Proteau pointed out that the snowfall Telluride did receive during 2015 was more than enough to get visitors talking, and that between the handful of fruitful storms, strategic snow management and typical bluebird conditions Southwest Colorado is known for, visitor feedback about the ski season was positive.
“That said,” he continued, “We always market ourselves as a destination resort with more to offer than just skiing.”
The Town of Telluride’s summer sales tax numbers reinforce the fact that skiing is not the only thing that attracts tourists to the area.
June, July and August of 2014, for example, brought in more sales tax revenue than January and February of that year, and December, a holiday month, only brought in a bit more at $725,599 than did July at $617,813.
According to Gibbs, regardless of climate change or snowfall and certainly not because of it, Telski will continue to bone up on its offerings as a well-rounded destination resort rather than a one-stop-shop for skiers and skiers only.

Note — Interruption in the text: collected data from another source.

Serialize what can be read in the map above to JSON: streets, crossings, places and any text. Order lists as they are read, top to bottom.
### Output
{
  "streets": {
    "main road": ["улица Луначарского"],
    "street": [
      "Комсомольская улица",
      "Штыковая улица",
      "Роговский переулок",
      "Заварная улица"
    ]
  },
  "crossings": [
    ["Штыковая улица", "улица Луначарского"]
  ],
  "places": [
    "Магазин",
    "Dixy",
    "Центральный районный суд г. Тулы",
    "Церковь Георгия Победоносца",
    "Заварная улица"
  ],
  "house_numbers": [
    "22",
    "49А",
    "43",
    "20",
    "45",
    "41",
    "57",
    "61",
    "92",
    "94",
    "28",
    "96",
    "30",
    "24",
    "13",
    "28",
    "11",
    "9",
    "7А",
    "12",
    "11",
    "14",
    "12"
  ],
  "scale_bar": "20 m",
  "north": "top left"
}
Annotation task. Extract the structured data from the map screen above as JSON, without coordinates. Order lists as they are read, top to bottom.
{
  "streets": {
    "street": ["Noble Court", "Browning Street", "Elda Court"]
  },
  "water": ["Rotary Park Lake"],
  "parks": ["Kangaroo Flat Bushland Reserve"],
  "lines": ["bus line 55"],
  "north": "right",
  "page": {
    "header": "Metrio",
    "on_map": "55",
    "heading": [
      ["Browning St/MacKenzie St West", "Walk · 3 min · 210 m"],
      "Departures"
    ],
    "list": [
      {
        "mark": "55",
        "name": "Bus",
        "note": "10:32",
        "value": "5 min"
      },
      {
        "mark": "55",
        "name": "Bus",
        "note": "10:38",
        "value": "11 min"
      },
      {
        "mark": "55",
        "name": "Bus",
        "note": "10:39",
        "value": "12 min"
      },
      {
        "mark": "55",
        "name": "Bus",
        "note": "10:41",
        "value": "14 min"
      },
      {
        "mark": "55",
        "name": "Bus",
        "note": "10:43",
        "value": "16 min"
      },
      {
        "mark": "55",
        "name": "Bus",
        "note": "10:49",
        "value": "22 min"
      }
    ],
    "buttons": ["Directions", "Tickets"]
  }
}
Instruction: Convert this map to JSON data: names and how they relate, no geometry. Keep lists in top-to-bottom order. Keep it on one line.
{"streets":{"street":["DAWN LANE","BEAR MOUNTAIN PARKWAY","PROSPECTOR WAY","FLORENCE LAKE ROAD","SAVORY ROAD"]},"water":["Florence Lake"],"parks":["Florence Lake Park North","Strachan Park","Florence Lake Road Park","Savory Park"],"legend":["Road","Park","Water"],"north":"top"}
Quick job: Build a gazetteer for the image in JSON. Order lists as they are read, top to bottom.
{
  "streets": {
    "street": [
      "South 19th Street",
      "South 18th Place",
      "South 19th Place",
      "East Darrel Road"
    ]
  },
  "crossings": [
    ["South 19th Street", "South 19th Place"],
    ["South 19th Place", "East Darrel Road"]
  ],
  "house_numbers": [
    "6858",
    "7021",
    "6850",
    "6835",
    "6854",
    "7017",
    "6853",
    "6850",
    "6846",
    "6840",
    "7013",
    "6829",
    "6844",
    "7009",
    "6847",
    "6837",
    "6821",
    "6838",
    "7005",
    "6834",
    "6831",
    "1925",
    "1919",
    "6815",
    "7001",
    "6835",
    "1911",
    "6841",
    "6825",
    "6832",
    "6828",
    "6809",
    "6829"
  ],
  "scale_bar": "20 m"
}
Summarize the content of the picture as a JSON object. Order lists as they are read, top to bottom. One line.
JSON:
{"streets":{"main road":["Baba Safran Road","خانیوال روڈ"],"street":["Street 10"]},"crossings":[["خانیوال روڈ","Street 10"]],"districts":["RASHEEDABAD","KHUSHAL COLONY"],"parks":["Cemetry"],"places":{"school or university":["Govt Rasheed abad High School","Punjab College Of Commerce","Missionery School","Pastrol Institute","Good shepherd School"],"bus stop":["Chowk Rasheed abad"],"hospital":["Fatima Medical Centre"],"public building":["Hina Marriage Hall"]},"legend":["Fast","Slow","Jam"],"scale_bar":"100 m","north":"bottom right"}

“Ski resorts as a whole are working to provide more amenities for visitors year-round,” she explained, which is “partially due to the U.S. Forest Service finalizing policy guidelines last year that opened opportunities for ski areas to promote year-round recreation activities as part of the Ski Area Recreational Opportunity Enhancement Act. This act will help promote more of a year-round economy and we are looking into how we can grow our summer offerings in the coming years.”
But What of the Ski Bum?
Environmentalists might find some comfort in Telski’s commitment not to play a part in exacerbating climate change and environmental distress, as well as in the fact that overall snowpack has remained average.
Business owners and their employees can perhaps rest easy knowing that their livelihood does not solely depend on the mercy of the snow gods, and that Telski and the Town of Telluride are adept at marketing themselves to tourists – the lifeblood of the regional economy – regardless of the weather or season.
But what of the ski bum? The local who lives here to ski in the winter, and bike in the summer? Where is her silver lining? Telski can’t change the weather, though a willingness to consider staying open later in the season might be of some consolation if the situation becomes dire enough.
But for those of us who prefer our winter in winter, while the lifts are still running and ski patrol is still throwing bombs, while the snow is still light, fluffy and cold, when skiing in a t-shirt would be utterly unthinkable, we might just have to cross our fingers and hold our breath for 2016.
And if that doesn’t work? Well…there’s always Alaska.